== Data for this task ==
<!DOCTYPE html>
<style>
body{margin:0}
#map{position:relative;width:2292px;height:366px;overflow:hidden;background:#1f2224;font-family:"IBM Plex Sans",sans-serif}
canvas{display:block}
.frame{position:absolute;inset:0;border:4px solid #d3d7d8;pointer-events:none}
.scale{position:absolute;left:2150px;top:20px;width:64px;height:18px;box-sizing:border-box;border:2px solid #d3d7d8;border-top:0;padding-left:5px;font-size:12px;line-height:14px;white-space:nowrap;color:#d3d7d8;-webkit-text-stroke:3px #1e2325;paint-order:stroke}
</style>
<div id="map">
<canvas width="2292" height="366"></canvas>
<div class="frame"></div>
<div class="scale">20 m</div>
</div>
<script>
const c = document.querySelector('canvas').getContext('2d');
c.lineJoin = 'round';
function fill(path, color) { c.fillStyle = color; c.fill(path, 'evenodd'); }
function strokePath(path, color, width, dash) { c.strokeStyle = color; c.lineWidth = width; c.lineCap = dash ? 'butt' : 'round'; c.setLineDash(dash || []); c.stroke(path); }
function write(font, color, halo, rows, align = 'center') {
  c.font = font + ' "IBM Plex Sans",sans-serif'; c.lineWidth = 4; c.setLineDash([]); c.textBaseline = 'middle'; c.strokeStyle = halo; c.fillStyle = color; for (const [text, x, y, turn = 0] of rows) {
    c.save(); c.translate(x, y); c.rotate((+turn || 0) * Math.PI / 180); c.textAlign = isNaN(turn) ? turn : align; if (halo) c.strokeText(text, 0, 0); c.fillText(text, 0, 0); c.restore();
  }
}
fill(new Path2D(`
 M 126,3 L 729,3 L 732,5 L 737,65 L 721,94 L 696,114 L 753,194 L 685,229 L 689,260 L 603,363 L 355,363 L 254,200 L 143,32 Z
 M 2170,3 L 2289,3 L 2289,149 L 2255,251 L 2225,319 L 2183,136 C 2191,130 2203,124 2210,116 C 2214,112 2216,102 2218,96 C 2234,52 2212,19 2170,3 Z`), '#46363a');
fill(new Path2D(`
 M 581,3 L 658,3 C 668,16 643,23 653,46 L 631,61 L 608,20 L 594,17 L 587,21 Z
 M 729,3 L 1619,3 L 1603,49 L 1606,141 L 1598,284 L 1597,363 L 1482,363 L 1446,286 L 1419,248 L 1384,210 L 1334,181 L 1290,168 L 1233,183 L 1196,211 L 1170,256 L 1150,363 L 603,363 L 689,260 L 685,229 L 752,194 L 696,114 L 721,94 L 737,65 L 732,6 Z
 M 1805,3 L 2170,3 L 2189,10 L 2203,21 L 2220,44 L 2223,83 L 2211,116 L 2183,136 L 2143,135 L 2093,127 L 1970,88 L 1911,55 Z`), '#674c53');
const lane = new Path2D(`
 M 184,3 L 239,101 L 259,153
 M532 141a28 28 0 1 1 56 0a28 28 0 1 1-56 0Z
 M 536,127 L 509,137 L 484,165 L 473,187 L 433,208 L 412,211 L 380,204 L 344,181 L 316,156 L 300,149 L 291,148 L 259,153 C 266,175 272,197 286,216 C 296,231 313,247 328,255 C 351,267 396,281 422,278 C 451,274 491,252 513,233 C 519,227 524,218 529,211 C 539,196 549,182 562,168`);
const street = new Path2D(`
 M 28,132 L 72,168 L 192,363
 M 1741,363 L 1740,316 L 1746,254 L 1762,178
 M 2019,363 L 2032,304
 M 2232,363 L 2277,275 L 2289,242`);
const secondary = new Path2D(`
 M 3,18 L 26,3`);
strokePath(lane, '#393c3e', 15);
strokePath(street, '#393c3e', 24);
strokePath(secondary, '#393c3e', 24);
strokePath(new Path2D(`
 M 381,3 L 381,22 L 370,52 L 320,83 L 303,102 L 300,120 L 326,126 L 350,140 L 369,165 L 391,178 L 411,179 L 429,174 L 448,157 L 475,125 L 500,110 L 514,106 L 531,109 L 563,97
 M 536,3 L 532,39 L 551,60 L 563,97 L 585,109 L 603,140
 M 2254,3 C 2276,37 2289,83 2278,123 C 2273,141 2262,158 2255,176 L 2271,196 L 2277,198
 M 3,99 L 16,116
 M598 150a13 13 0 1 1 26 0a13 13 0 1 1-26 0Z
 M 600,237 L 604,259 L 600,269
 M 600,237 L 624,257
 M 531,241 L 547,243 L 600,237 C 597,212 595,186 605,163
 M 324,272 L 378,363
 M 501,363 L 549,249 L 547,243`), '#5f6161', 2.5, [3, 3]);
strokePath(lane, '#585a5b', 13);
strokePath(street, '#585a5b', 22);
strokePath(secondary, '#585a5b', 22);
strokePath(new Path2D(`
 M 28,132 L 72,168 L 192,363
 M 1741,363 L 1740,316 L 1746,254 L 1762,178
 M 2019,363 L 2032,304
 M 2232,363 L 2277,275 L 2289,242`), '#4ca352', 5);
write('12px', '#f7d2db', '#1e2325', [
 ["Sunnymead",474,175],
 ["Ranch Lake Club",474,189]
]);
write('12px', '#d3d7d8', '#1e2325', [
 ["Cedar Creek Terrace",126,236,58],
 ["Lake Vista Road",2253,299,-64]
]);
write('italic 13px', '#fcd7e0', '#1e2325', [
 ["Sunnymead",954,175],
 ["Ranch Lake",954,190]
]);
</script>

==

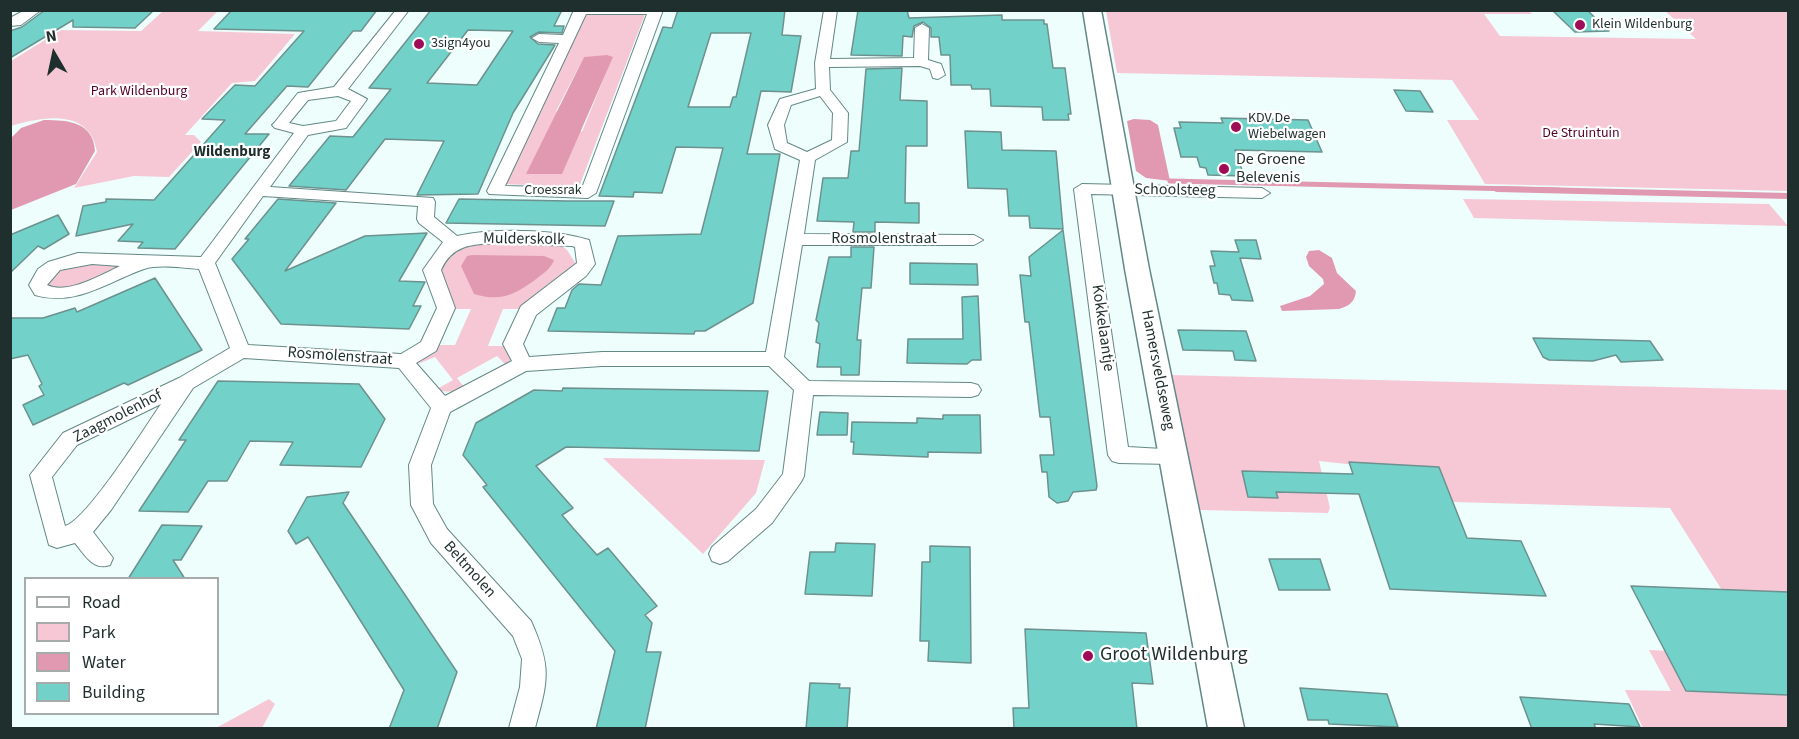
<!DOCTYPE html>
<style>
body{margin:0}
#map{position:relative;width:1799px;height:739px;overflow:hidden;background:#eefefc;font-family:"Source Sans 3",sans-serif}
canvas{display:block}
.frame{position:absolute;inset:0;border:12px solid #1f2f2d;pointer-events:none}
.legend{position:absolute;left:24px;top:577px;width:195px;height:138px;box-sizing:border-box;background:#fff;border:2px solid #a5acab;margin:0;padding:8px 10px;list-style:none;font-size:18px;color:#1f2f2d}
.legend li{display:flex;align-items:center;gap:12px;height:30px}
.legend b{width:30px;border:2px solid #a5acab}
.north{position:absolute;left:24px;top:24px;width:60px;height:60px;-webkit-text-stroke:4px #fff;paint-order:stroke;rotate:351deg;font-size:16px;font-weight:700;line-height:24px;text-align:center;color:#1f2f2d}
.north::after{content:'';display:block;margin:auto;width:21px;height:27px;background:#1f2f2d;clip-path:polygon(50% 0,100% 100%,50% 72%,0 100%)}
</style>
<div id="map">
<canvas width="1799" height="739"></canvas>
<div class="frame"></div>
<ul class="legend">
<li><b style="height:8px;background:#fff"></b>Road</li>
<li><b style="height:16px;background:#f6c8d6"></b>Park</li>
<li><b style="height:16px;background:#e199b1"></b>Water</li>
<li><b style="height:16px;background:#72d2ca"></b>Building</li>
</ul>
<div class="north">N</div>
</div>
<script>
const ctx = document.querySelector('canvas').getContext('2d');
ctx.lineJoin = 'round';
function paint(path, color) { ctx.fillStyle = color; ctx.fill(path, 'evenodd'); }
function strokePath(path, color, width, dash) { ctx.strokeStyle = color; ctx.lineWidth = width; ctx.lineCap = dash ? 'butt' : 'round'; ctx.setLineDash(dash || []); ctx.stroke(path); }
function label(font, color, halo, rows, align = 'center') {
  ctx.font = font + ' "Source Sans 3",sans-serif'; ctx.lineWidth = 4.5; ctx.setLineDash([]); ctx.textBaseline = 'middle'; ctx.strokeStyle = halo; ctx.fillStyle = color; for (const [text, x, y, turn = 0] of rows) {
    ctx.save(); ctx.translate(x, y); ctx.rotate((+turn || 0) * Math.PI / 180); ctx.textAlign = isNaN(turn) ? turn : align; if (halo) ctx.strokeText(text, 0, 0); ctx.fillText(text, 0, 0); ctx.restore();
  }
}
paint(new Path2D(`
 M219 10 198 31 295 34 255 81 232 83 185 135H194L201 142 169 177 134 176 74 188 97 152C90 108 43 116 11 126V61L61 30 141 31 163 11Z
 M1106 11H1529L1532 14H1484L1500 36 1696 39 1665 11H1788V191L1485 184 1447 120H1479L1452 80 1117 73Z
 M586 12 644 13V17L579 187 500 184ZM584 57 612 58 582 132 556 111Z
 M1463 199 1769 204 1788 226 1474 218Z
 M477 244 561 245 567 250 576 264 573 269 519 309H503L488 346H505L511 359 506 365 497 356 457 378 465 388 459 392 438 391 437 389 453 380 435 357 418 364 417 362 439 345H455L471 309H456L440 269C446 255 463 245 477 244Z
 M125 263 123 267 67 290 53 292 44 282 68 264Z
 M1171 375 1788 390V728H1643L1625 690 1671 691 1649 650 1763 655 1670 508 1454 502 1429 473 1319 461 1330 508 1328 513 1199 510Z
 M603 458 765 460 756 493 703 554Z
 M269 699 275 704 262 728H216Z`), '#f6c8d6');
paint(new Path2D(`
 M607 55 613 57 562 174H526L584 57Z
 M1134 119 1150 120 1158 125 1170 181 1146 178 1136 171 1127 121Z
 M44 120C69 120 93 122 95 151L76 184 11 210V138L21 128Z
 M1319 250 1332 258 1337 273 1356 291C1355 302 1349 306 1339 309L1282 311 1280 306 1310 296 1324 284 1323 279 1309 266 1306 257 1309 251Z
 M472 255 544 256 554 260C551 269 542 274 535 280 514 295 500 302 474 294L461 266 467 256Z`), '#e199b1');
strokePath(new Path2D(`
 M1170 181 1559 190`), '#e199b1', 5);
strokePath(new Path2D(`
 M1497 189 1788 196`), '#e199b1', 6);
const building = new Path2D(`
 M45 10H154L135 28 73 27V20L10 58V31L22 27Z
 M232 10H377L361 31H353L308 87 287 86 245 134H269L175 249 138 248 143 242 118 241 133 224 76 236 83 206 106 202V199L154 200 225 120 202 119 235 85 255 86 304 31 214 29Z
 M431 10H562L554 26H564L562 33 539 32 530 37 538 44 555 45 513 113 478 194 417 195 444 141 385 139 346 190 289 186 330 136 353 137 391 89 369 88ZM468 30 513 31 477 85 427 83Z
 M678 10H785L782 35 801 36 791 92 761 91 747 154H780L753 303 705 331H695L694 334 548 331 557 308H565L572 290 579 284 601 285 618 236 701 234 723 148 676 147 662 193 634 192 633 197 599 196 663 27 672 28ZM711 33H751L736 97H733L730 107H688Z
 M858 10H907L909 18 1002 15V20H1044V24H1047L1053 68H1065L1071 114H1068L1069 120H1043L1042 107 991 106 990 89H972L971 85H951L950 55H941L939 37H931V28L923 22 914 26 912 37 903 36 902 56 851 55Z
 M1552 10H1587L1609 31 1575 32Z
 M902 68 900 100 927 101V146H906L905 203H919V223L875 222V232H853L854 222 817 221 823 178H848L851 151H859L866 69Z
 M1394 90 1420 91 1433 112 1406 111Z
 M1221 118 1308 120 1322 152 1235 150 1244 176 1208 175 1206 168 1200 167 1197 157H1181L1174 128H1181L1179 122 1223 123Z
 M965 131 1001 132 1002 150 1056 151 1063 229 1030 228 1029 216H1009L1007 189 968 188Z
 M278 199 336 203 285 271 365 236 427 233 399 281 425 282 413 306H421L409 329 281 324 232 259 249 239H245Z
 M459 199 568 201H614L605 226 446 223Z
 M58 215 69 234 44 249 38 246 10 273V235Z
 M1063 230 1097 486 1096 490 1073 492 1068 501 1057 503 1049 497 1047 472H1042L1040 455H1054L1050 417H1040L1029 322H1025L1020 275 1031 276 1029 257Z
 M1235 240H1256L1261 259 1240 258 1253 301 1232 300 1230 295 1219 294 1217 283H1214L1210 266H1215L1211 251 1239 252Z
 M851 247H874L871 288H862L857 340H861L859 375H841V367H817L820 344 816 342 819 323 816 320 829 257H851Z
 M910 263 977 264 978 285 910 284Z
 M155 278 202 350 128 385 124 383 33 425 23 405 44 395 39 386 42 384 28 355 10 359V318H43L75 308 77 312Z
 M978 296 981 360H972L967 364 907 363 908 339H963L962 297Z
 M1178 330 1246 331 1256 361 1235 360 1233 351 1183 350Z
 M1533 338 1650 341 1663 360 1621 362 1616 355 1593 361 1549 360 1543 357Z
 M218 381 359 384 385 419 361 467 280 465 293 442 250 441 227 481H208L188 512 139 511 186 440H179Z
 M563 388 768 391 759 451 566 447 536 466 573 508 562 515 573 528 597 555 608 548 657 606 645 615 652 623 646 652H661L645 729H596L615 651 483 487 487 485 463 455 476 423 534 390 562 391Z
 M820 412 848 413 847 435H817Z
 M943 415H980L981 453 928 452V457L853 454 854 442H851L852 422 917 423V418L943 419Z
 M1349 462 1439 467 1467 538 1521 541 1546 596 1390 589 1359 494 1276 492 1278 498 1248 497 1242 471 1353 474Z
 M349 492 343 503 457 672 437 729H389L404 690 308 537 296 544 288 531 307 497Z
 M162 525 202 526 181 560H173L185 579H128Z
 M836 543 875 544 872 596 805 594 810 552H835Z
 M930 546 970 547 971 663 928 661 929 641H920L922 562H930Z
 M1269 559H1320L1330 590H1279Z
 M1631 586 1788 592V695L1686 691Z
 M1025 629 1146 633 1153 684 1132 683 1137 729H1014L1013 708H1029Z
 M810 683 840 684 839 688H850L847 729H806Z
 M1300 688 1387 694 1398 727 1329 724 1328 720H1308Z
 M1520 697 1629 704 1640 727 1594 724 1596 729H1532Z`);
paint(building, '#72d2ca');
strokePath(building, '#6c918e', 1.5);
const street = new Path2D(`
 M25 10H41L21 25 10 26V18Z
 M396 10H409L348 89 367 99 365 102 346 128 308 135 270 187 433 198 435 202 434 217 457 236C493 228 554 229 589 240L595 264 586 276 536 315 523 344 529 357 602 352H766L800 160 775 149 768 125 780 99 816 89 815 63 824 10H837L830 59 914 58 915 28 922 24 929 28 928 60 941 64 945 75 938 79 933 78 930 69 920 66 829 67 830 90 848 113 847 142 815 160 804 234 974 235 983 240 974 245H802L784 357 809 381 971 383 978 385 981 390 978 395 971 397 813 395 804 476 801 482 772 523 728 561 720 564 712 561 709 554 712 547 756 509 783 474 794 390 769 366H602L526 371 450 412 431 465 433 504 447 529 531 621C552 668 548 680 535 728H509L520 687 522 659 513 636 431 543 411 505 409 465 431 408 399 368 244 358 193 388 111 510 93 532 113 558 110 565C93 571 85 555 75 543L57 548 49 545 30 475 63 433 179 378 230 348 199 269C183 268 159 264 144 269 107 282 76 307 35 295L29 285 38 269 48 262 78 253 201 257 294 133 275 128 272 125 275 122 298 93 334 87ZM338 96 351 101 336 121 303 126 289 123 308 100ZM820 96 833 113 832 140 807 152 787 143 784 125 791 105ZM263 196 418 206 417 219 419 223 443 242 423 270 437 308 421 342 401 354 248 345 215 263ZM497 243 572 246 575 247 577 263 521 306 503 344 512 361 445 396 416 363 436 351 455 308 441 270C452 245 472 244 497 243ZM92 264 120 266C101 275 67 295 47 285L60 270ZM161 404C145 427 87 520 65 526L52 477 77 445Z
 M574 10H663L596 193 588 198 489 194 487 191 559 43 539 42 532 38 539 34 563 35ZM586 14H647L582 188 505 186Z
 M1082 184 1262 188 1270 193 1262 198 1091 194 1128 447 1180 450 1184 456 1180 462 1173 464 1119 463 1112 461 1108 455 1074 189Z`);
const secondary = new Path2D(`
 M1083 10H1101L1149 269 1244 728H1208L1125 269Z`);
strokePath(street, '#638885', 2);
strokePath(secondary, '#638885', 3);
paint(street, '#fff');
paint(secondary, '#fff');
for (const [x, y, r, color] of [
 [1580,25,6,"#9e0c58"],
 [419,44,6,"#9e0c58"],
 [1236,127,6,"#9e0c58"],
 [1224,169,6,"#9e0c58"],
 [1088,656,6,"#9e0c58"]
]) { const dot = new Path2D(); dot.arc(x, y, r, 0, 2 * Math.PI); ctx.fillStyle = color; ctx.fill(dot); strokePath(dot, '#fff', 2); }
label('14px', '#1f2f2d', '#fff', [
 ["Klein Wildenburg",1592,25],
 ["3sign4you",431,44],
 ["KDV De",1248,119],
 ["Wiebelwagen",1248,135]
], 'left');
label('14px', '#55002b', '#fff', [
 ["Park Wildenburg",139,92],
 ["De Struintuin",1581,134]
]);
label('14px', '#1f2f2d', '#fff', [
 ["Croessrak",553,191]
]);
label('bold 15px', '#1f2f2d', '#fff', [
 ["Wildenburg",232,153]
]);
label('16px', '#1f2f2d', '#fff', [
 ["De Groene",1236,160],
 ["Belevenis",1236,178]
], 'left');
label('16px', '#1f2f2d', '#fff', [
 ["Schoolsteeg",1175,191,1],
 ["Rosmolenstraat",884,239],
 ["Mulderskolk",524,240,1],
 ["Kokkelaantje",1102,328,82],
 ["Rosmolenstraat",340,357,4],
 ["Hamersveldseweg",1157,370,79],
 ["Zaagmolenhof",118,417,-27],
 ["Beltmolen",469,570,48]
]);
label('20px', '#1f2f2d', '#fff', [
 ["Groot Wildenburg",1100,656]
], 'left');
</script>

== Brief ==
Return each line of the preceding material in which "document" can be found.

== Answer space ==
const c = document.querySelector('canvas').getContext('2d');
const ctx = document.querySelector('canvas').getContext('2d');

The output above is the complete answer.